Employers, on the other hand, are left with a series of new hires with absolutely no prior training or hands-on experience from which to draw—according to Inside Higher Ed, nearly two thirds of employers surveyed cited these new hires as drains on productivity and resources.

The Solution:

In response, institutions around the world are taking actions to emphasize and increase work integrated learning and networking opportunities into both the curricula of an increased number of programs, as well as broader university infrastructure.

These actions include:

  • increasing the amount of hands-on training within particular career fields (while introducing it to others)
  • providing research and employment networks through the university
  •  a shift toward competency-based degrees, wherein degrees are awarded based on evidence of learning rather than earned credit hours, etc.

For students, this shift toward competency-based learning can be a real boon in that students can use supplementary resources (like MOOCs [Massive Open Online Courses]) to enhance their understanding of a field and thus, shorten the time it takes to receive a degree in an area in which they have demonstrated mastery.

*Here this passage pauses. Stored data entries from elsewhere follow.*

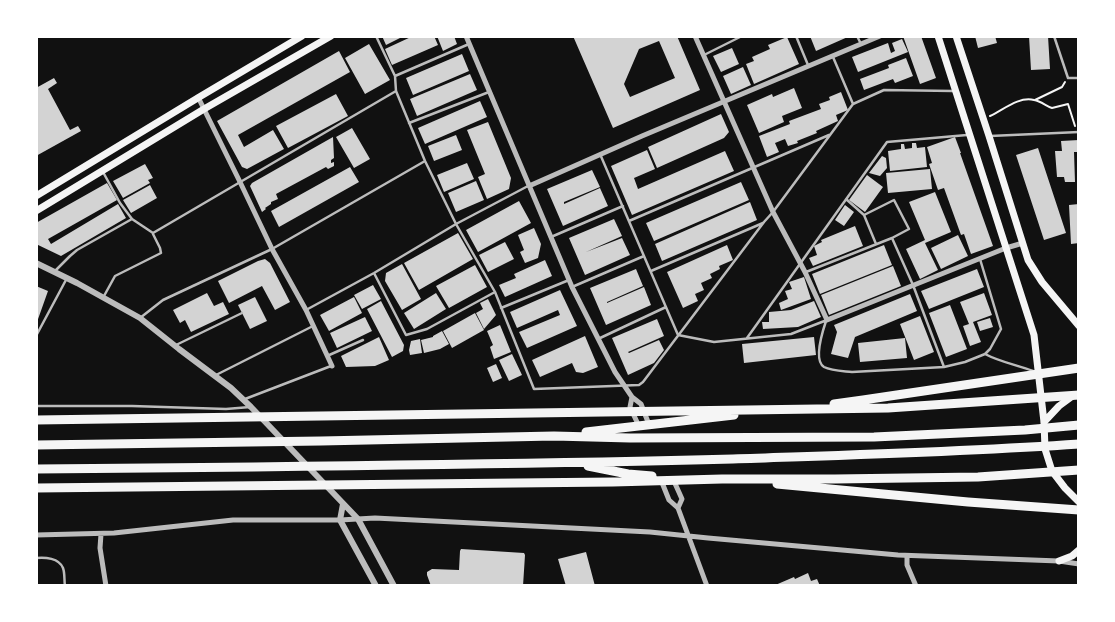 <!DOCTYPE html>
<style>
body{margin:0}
#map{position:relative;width:1115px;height:622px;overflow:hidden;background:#111;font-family:Quicksand,sans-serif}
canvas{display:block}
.frame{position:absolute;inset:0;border:38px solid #fff;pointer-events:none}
</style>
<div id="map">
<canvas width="1115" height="622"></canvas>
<div class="frame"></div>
</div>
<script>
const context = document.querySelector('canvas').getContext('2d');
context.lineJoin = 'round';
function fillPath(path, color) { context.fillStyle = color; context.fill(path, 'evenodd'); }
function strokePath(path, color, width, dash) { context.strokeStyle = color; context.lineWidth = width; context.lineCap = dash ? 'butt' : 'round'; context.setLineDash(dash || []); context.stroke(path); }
const building = new Path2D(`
 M382,36H404L386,45Z
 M413,36H434L438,45L392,65L385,49Z
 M437,36H454L457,44L443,51Z
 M573,36H677L700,90L613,128ZM659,41L675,78L630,97L624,84L639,49Z
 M810,36H850L816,51Z
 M903,36H921L936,78L920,84Z
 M975,36H995L997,43L978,48Z
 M1029,36H1048L1050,69L1031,70Z
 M787,37L799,64L754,84L746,64L754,61L752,57L770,49L768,45Z
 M902,39L908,52L858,72L852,57L888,43L891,53L895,51L892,43Z
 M369,44L390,80L365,94L345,58Z
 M732,48L739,64L721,72L713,56Z
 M339,51L350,72L238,135L244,147L273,130L284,149L247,169L242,167L217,121Z
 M462,54L469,71L413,95L406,78Z
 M906,58L913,76L895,83L893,79L864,90L860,79L889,68L888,65Z
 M743,67L751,85L731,94L723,76Z
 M470,74L477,90L417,116L410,99Z
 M54,78L57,83L48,89L70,130L78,126L81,131L36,156V88Z
 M794,88L802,108L782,116L784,122L759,133L747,105L772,94L773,97Z
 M841,92L848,110L836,115L838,121L816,131L817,133L797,141L798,143L788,146L785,139L775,143L779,152L767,157L759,136L790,124L789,121L821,109L819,104L830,100L829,97Z
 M336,94L348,116L288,148L276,126Z
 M480,101L487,117L425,144L418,128Z
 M721,114L729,132L724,138L657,168L648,147Z
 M488,122L511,178L509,189L487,199L478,177L485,174L467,130Z
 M352,128L370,159L354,168L336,137Z
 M456,135L462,150L434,161L428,146Z
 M333,137L334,158L331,160V163L334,162V166L328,169L326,167L276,194L278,199L271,202V204L265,208L266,209L262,212L250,186L252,183Z
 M955,137L961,153H960L993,246L971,254L964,234L961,235L944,188L938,190L929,164L932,163L927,147Z
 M1079,140V152H1074L1075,182H1065L1064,177H1057L1055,151H1062L1061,141Z
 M912,143H916L917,148L925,147L927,167L890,171L888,151L901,149V144H904L905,149L912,148Z
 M1038,148L1066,233L1044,240L1016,155Z
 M647,150L655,169L634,178L638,189L725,151L734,171L632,215L611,166Z
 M882,156L886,158L887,168L880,176L869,173Z
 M467,163L474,179L444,192L437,175Z
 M145,164L153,178L148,180L150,183L123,198L113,181Z
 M350,167L359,182L279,227L271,211Z
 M930,169L932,189L888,193L886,173Z
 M592,170L600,187L564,202V204L600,188L608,206L563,226L547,189Z
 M867,175L883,187L865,212L849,200Z
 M476,181L484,200L456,212L448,193Z
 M741,182L749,200L654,241L646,223Z
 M107,183L117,200L48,239L51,244L118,204L126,218L61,256L36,244V223Z
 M150,185L157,198L131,213L123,200Z
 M935,192L951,232L925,243L938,270L920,279L906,249L925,240L909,202Z
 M519,201L531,223L478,252L466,230Z
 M750,202L757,220L662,261L655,244Z
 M1079,204V243L1071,244L1069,205Z
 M845,205L854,212L844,226L835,220Z
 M614,219L622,236L586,252L622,238L630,255L585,275L569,238Z
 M855,226L863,246L813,266L809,258L817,255L814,246L822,242L821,240Z
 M534,228L541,244L538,258L525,263L520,252L524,250L518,235Z
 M458,233L473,259L419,290L404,263Z
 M958,235L968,256L941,269L931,248Z
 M505,242L514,259L488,272L479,255Z
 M727,245L733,260L719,266L720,269L710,274L712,278L701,283L704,290L695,294L698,301L683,308L667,272Z
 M884,245L892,265L820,294L812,274Z
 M265,259L270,263L290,302L275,310L262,286L229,303L218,281L258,261Z
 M545,260L552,276L505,297L499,285L516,278L514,274Z
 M402,264L421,299L402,310L385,281L386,273Z
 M475,265L487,287L449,308L436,286Z
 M893,266L901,286L829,315L821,295Z
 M636,269L643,286L607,302V303L644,287L651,305L606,325L590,288Z
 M977,269L984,287L929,309L921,291Z
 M804,277L811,299L781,310L779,303L788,299L785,291L792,289L789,282Z
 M373,285L381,299L362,309L354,295Z
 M36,286L48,291L37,322H36Z
 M560,290L577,326L527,348L519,332L560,315L558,310L517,328L510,312Z
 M207,293L214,306L223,302L229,314L191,332L185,320L180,323L173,310Z
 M436,293L446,309L414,329L404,313Z
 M984,293L992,315L973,322L981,342L970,346L963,326L969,324L960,302Z
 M910,294L917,311L855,337L848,358L831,354L837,332L834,325Z
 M255,297L267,321L250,329L238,305Z
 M354,297L362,313L329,331L320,315Z
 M488,299L496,315L484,329L476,313L483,309L480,303Z
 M381,301L404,345L403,351L392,357L367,309Z
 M814,301L821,317L798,327L763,329L762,322H769V312L791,310Z
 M950,305L967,349L946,357L929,313Z
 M475,313L484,330L452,348L443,331Z
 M920,316L934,352L914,360L900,324Z
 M365,317L372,331L337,348L330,333Z
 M990,318L993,327L980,331L977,322Z
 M657,319L664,336L628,352L629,353L659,340L664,350L654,363L628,375L612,338Z
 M500,325L511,352L494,359L490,347L493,345L487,331Z
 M442,331L449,344L440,349L424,353L421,340L433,337V336Z
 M585,336L598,367L583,373L576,372L572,363L540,377L532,360Z
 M379,337L389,360L375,366L346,367L341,356Z
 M814,337L816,355L744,363L742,344Z
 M905,338L907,358L860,362L858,343Z
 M420,339L422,353L410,355L409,350L411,341Z
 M512,354L522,375L509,381L499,360Z
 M496,364L502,378L493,382L487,368Z
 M461,549L524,553L525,555L523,586H431L427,575V572L432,569L459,570L460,551Z
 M586,552L595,586H566L558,559Z
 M808,573L811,581L817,579L820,586H773L794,577L795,579Z`);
const path = new Path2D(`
 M1035,100L1062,87L1065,82
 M990,116C1003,110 1019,96 1034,100C1041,101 1046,106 1052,108L1068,104L1075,126`);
const service = new Path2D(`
 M796,36L808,65
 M857,36L861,44
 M1054,36L1068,78H1079
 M704,55L742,36
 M833,57L853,104
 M395,76L469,44
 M409,123L489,92
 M990,136L1079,132
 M600,154L678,335L714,342L791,334L827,320
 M103,172L120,203L132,219
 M846,199L864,215L894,200L909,229L892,238
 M864,215L876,244
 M629,221L829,135
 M551,237L623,206
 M651,271L763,223
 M54,272L70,256L77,250L132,219L153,233L396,91L395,76L376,36
 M806,272L892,238L913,285L944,367
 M374,273L406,335L427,329L495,292L456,224L425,161L396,91
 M572,287L644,256
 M495,292L534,389L639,385L643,382L764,222L773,212L853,104L884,90L953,91
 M104,296L115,276L161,253L160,248L153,234
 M501,308L569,280
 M306,310L374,273L456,224L528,186
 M140,318L163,300L272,249L425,161
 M826,321C823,330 813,360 824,367C832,371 844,371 852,372L944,367L965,362L985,354L990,349L1001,329L980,259
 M36,336L67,278
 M747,338L887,142L967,135
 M598,339L666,307
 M176,345L242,313
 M985,354C1000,362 1017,365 1033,371
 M327,356L363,340
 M216,375L313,326
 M245,399L331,366
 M36,406H132L226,409L250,407
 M36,558C45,557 59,558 63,568C65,573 64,580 65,586`);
const minor = new Path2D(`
 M466,36L572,287L615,372L632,397L641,404L648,422
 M695,36L773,212L805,272L827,320L1006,248L1023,243
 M198,97L240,182L272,249L306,310L332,366
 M529,186L642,136L880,36
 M632,397L630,407L637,422
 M673,479L682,499L678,508
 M661,480L669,500L678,508L707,586
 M101,534L100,548L106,586
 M36,535L114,533L233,520H340L375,518L650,532L708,538L898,555L1059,561L1079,564
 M907,556V565L916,586`);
const tertiary = new Path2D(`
 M36,263L77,283L140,318L179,349L231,388L251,407L358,519L394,586
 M343,504L340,520L376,586`);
const secondary = new Path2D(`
 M938,36L1034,335L1044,422L1045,449L1052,471L1065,488L1079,502
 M956,36L989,136L1028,260L1042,282L1079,326
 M36,196L201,96L302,36
 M36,211L204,109L331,36
 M1044,422L1059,406L1074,395
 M1059,561L1072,556L1079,550`);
const motorway = new Path2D(`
 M834,404L863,400L1079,368
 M36,420L888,408L1079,395
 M586,432L734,415
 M36,445L321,441L554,436L630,438L874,437L1025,430L1079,425
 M588,466L628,474L652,476
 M36,469C269,467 501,465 733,459C848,455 964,452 1079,444
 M777,484L968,502L1079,510
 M36,488L613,482L722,479H835L978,477L1079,470`);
fillPath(building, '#d3d3d3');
strokePath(path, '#f5f5f5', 2);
strokePath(service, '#bcbcbc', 2.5);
strokePath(minor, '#bcbcbc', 5);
strokePath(tertiary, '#bcbcbc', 6);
strokePath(secondary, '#f5f5f5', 7);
strokePath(motorway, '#f5f5f5', 9);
</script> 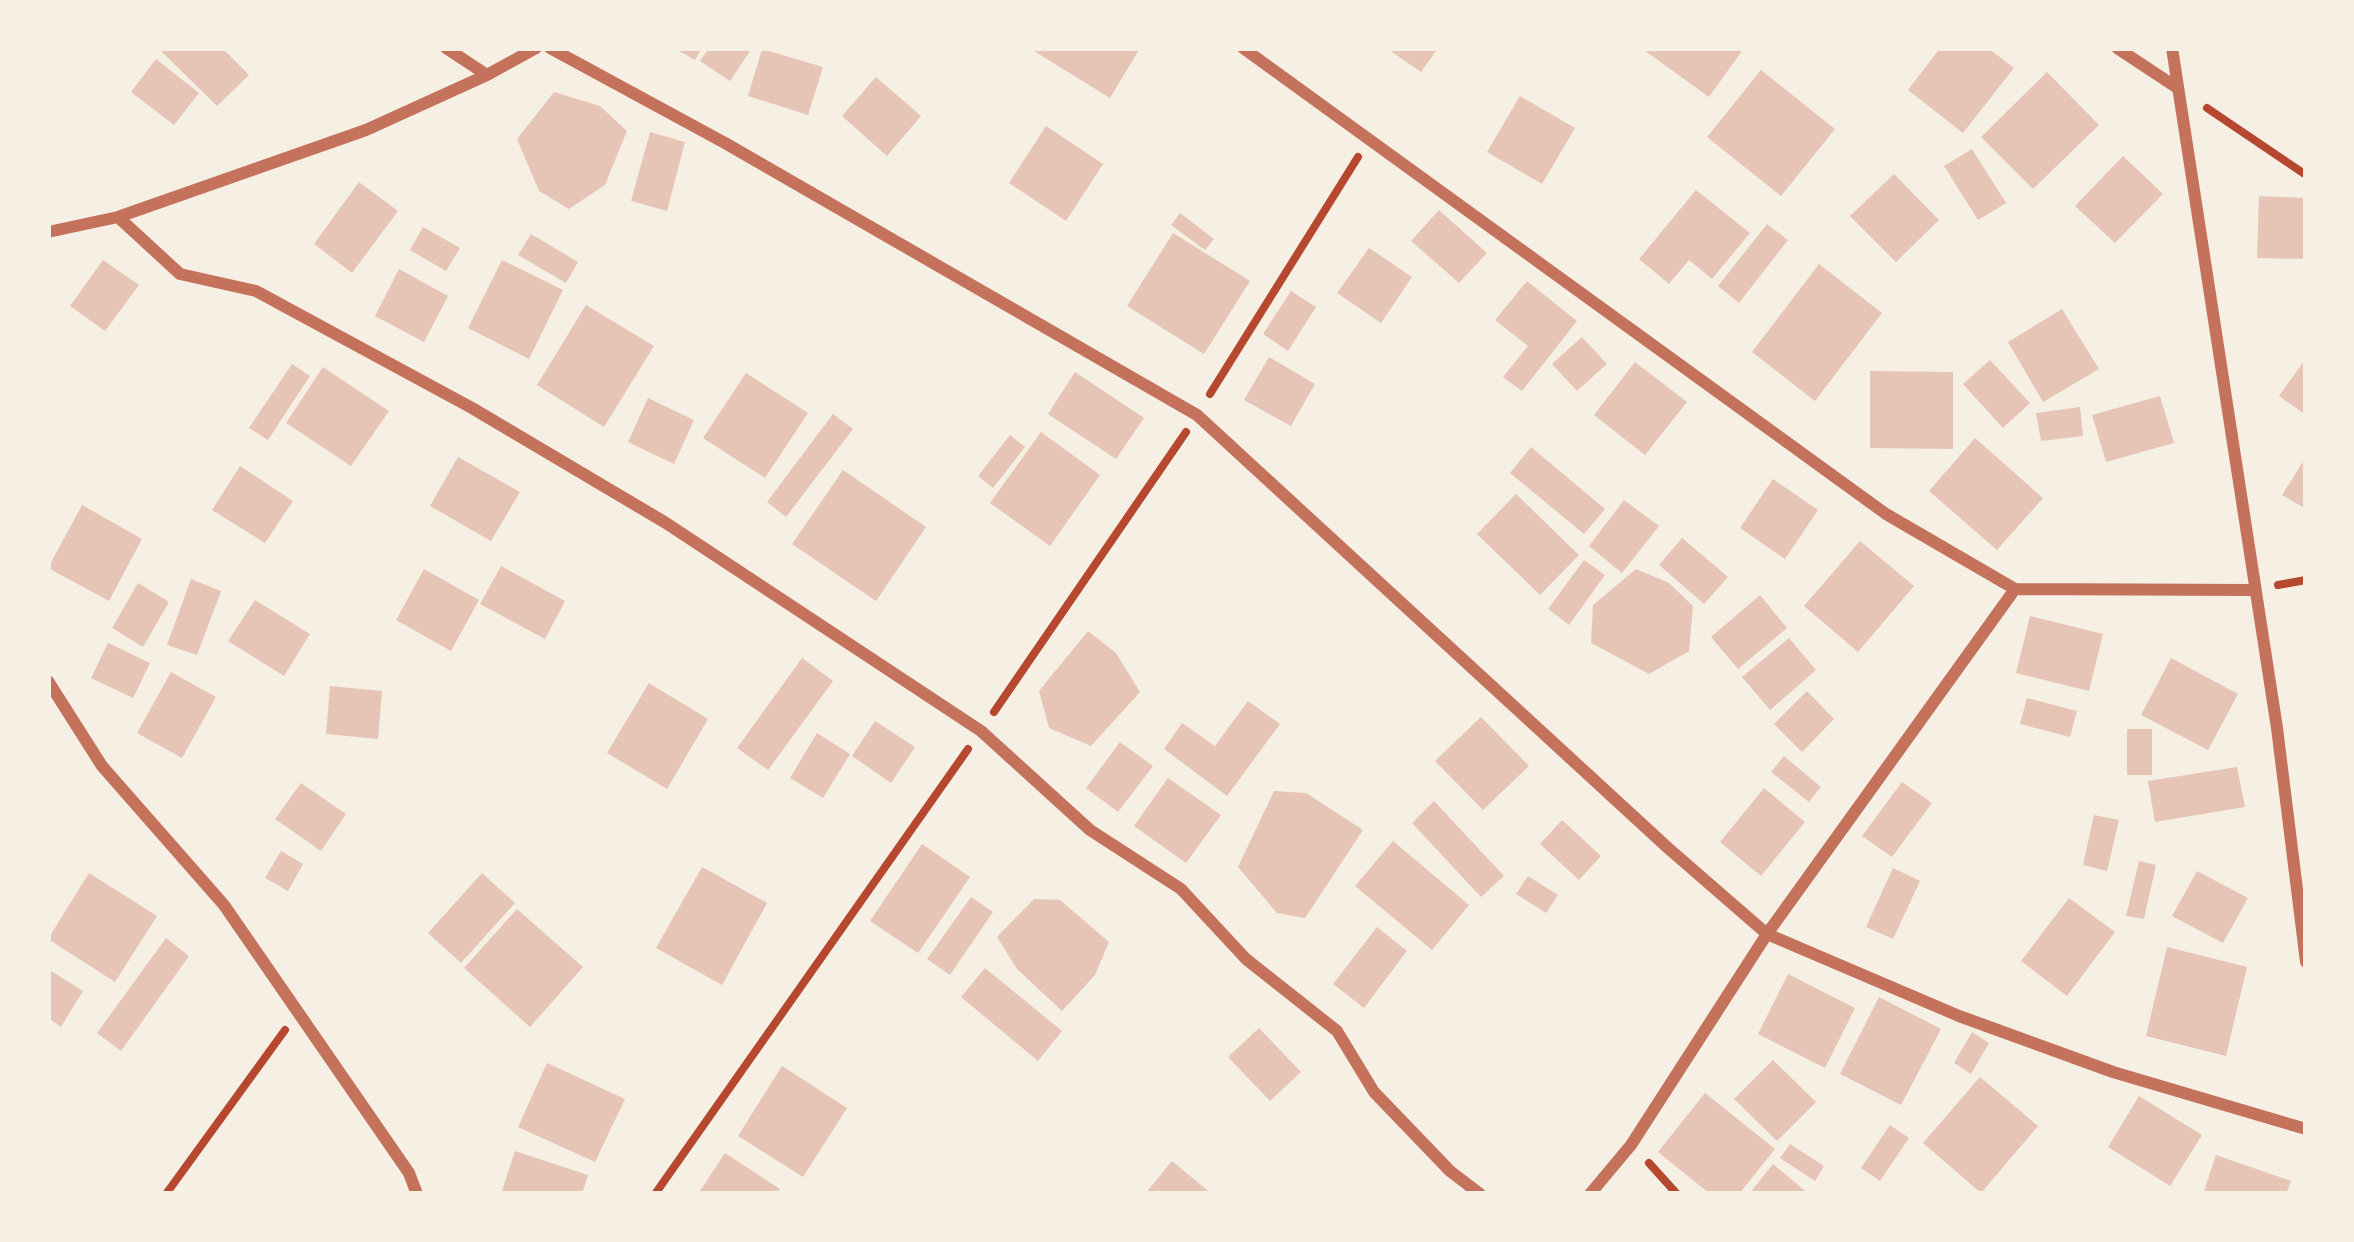 <!DOCTYPE html>
<html>
<head>
<meta charset="utf-8">
<style>
  body { margin:0 }
  #map { position:relative; width:2354px; height:1242px; overflow:hidden; background:#f6efe4; font-family:Manrope,sans-serif }
  canvas { display:block }
  .frame { position:absolute; inset:0; border:51px solid #f6efe4; pointer-events:none }
</style>
</head>
<body>
<div id="map">
<canvas width="2354" height="1242"></canvas>
<div class="frame"></div>
</div>
<script>
const context = document.querySelector('canvas').getContext('2d');
context.lineJoin = 'round';
function paint(path, color) { context.fillStyle = color; context.fill(path, 'evenodd'); }
const toPath = rows => new Path2D(rows.map(r => 'M' + r).join(''));
function trace(path, color, width, dash) { context.strokeStyle = color; context.lineWidth = width; context.lineCap = dash ? 'butt' : 'round'; context.setLineDash(dash || []); context.stroke(path); }
const building = toPath([
  [164,48,222,48,249,75,217,106,161,51],
  [674,48,702,48,695,60],
  [709,48,752,48,730,81,700,61],
  [1029,48,1140,48,1110,98],
  [1386,48,1438,48,1421,72],
  [1641,48,1744,48,1709,97],
  [1940,48,1988,48,2014,68,1963,133,1908,90],
  [762,49,823,67,808,115,748,96],
  [156,59,199,93,174,125,131,92],
  [1761,70,1835,129,1781,196,1707,137],
  [2047,72,2099,125,2033,189,1981,137],
  [876,77,921,116,887,156,842,116],
  [554,92,600,106,627,131,605,185,569,209,539,191,517,139],
  [1520,96,1575,128,1542,184,1487,152],
  [1046,126,1103,164,1066,221,1009,183],
  [650,132,685,142,667,211,631,201],
  [1972,149,2006,203,1978,220,1944,166],
  [2123,156,2163,194,2115,243,2075,206],
  [1894,174,1939,220,1896,262,1850,216],
  [359,182,398,211,352,273,314,244],
  [1696,190,1750,233,1712,279,1689,260,1669,284,1639,259],
  [2259,196,2306,198,2306,259,2257,258],
  [1439,210,1487,253,1459,283,1411,241],
  [1180,213,1214,239,1205,250,1171,225],
  [1767,224,1788,240,1739,303,1718,286],
  [423,227,460,248,446,271,410,250],
  [1173,233,1250,281,1204,354,1127,306],
  [531,234,578,262,566,283,518,255],
  [1369,248,1412,277,1381,323,1337,293],
  [103,260,139,285,105,331,70,306],
  [502,260,563,290,529,359,468,328],
  [1819,264,1882,313,1815,401,1752,352],
  [399,269,448,296,424,342,375,316],
  [1527,281,1577,321,1522,391,1503,377,1528,346,1495,320],
  [1291,291,1316,307,1288,351,1263,334],
  [586,305,654,346,604,427,537,385],
  [2062,309,2099,369,2043,402,2008,342],
  [1582,337,1607,364,1577,391,1552,364],
  [1269,357,1315,384,1291,426,1244,400],
  [2306,358,2306,415,2279,396],
  [1990,360,2030,403,2003,428,1963,384],
  [1635,362,1687,402,1645,455,1594,415],
  [292,364,310,376,268,440,249,428],
  [323,367,389,411,351,466,286,423],
  [1870,371,1953,372,1953,449,1870,448],
  [1075,372,1144,418,1116,459,1048,414],
  [746,373,808,413,765,478,703,438],
  [2160,396,2174,443,2106,462,2092,415],
  [648,398,694,420,674,464,628,442],
  [2080,407,2083,436,2041,441,2036,413],
  [833,414,853,429,786,517,767,502],
  [1041,432,1100,475,1050,546,990,503],
  [1010,435,1025,447,993,488,978,476],
  [1975,438,2043,498,1997,550,1929,491],
  [1531,447,1605,509,1584,534,1510,473],
  [458,457,520,492,491,541,430,506],
  [2306,457,2306,509,2282,495],
  [240,466,293,501,265,543,212,510],
  [843,470,926,527,876,601,792,544],
  [1773,479,1818,510,1785,559,1740,528],
  [1516,494,1579,555,1540,595,1477,534],
  [1624,500,1659,526,1622,573,1589,546],
  [82,505,142,539,109,601,48,568],
  [1682,538,1728,577,1704,604,1659,565],
  [1860,541,1914,586,1858,652,1804,606],
  [1584,560,1605,575,1569,625,1548,609],
  [501,566,565,601,545,639,480,604],
  [424,569,479,600,451,651,396,620],
  [1636,569,1669,583,1693,606,1689,651,1649,674,1591,643,1593,605],
  [191,579,221,591,197,655,167,645],
  [138,583,169,602,143,647,112,628],
  [1760,595,1787,628,1738,669,1711,637],
  [255,600,310,634,284,676,228,641],
  [2030,616,2103,634,2089,691,2016,673],
  [1088,631,1116,653,1140,692,1091,746,1049,728,1039,691],
  [1789,638,1816,670,1770,710,1742,677],
  [108,643,150,663,133,698,91,678],
  [802,658,833,681,768,770,737,748],
  [2171,658,2238,694,2208,750,2141,715],
  [171,672,216,697,182,758,137,733],
  [649,683,708,719,667,789,607,753],
  [330,686,382,691,378,739,326,734],
  [1807,691,1834,719,1802,752,1774,724],
  [2027,698,2077,711,2070,737,2020,724],
  [1248,701,1280,724,1227,796,1164,749,1182,723,1215,746],
  [1481,717,1529,766,1483,810,1435,761],
  [875,721,915,747,891,783,852,756],
  [2127,729,2152,729,2152,775,2127,775],
  [817,733,850,754,823,798,790,778],
  [1120,742,1153,766,1118,812,1086,788],
  [1784,756,1821,787,1809,802,1771,772],
  [2237,767,2245,807,2155,822,2148,781],
  [1168,778,1221,815,1186,863,1134,826],
  [1902,782,1932,803,1892,857,1862,836],
  [301,783,346,814,321,851,275,819],
  [1764,788,1805,822,1761,876,1720,842],
  [1274,791,1306,793,1363,830,1305,918,1277,913,1238,867],
  [1434,801,1504,876,1481,897,1412,823],
  [2094,815,2119,820,2107,871,2083,865],
  [1562,820,1601,856,1579,880,1540,844],
  [1393,841,1469,905,1432,950,1355,886],
  [922,844,970,877,918,953,870,921],
  [281,851,303,864,288,891,265,878],
  [2139,861,2156,865,2144,919,2126,916],
  [702,867,767,903,722,985,656,948],
  [1893,868,1920,881,1893,939,1866,927],
  [2197,871,2248,898,2223,943,2172,916],
  [89,873,157,916,115,982,48,939],
  [482,873,515,903,461,963,428,933],
  [1528,876,1558,895,1546,913,1516,894],
  [971,897,993,912,950,975,927,959],
  [2069,898,2115,932,2067,996,2021,961],
  [1034,899,1060,900,1109,942,1095,975,1062,1011,1017,969,997,937],
  [517,909,583,967,530,1027,464,968],
  [1377,927,1407,951,1364,1008,1333,984],
  [166,938,189,956,121,1051,97,1033],
  [2167,947,2247,967,2226,1056,2146,1036],
  [985,968,1062,1031,1038,1061,961,997],
  [48,969,83,991,61,1027,48,1018],
  [1788,974,1855,1008,1825,1068,1758,1034],
  [1879,997,1941,1029,1901,1105,1840,1074],
  [1259,1028,1301,1072,1270,1101,1228,1057],
  [1972,1032,1989,1043,1971,1074,1954,1063],
  [1773,1060,1816,1102,1777,1141,1734,1099],
  [547,1063,625,1099,595,1162,518,1127],
  [782,1066,847,1108,803,1177,738,1136],
  [1980,1077,2038,1126,1981,1193,1923,1143],
  [1705,1093,1775,1149,1739,1194,1710,1194,1658,1152],
  [2139,1096,2202,1135,2170,1186,2108,1147],
  [1890,1125,1909,1138,1880,1181,1861,1168],
  [1790,1144,1824,1166,1815,1181,1780,1158],
  [515,1151,588,1175,582,1194,501,1194],
  [725,1153,780,1189,777,1194,698,1194],
  [2216,1155,2291,1181,2286,1194,2203,1194],
  [1172,1161,1212,1194,1145,1194],
  [1773,1164,1809,1194,1749,1194]
]);
const path = toPath([
  [2207,108,2306,175],
  [1210,394,1358,157],
  [2278,585,2306,580],
  [994,712,1186,432],
  [1649,1163,1677,1194],
  [166,1194,285,1030],
  [655,1194,968,749]
]);
const minor = toPath([
  [446,48,487,75],
  [550,48,725,143,1197,415,1668,848,1767,934,1959,1016,2113,1072,2306,1129],
  [1243,48,1886,514,2015,589,2253,590],
  [2117,48,2176,87],
  [2172,48,2277,728,2306,962],
  [118,217,180,274,256,291,472,408,666,523,981,731,1090,830,1181,889,1246,959,1337,1031,1374,1092,1450,1171,1480,1194],
  [48,232,118,217,366,130,487,75,536,48],
  [48,681,102,766,224,905,409,1173,417,1194],
  [1590,1194,1631,1145,1767,934,2015,589]
]);
paint(building, '#e6c5b7');
trace(path, '#b5482f', 8);
trace(minor, '#c5725c', 12);
</script>
</body>
</html>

  • Many students have a difficult time finding employment that pertains to their degree upon graduation due to a number of factors, including: limited or no prior experience in the workplace, lack of access to research or career networks within the university that would assist in finding employment, and no career-oriented education
  • Many employers find themselves with new hires who are a drain on resources as they have no prior experience
  • Work-integrated learning and competency-based degree systems are current ways of addressing these issues—making employment easier to find for graduates, and making graduates more competent in the workplace and, hence, more employable.
  • International students can benefit tremendously by getting ahead of this trend in international education and employment by looking into programs that offer work-integrated learning, internships, mentorships, or offer competency-based degrees.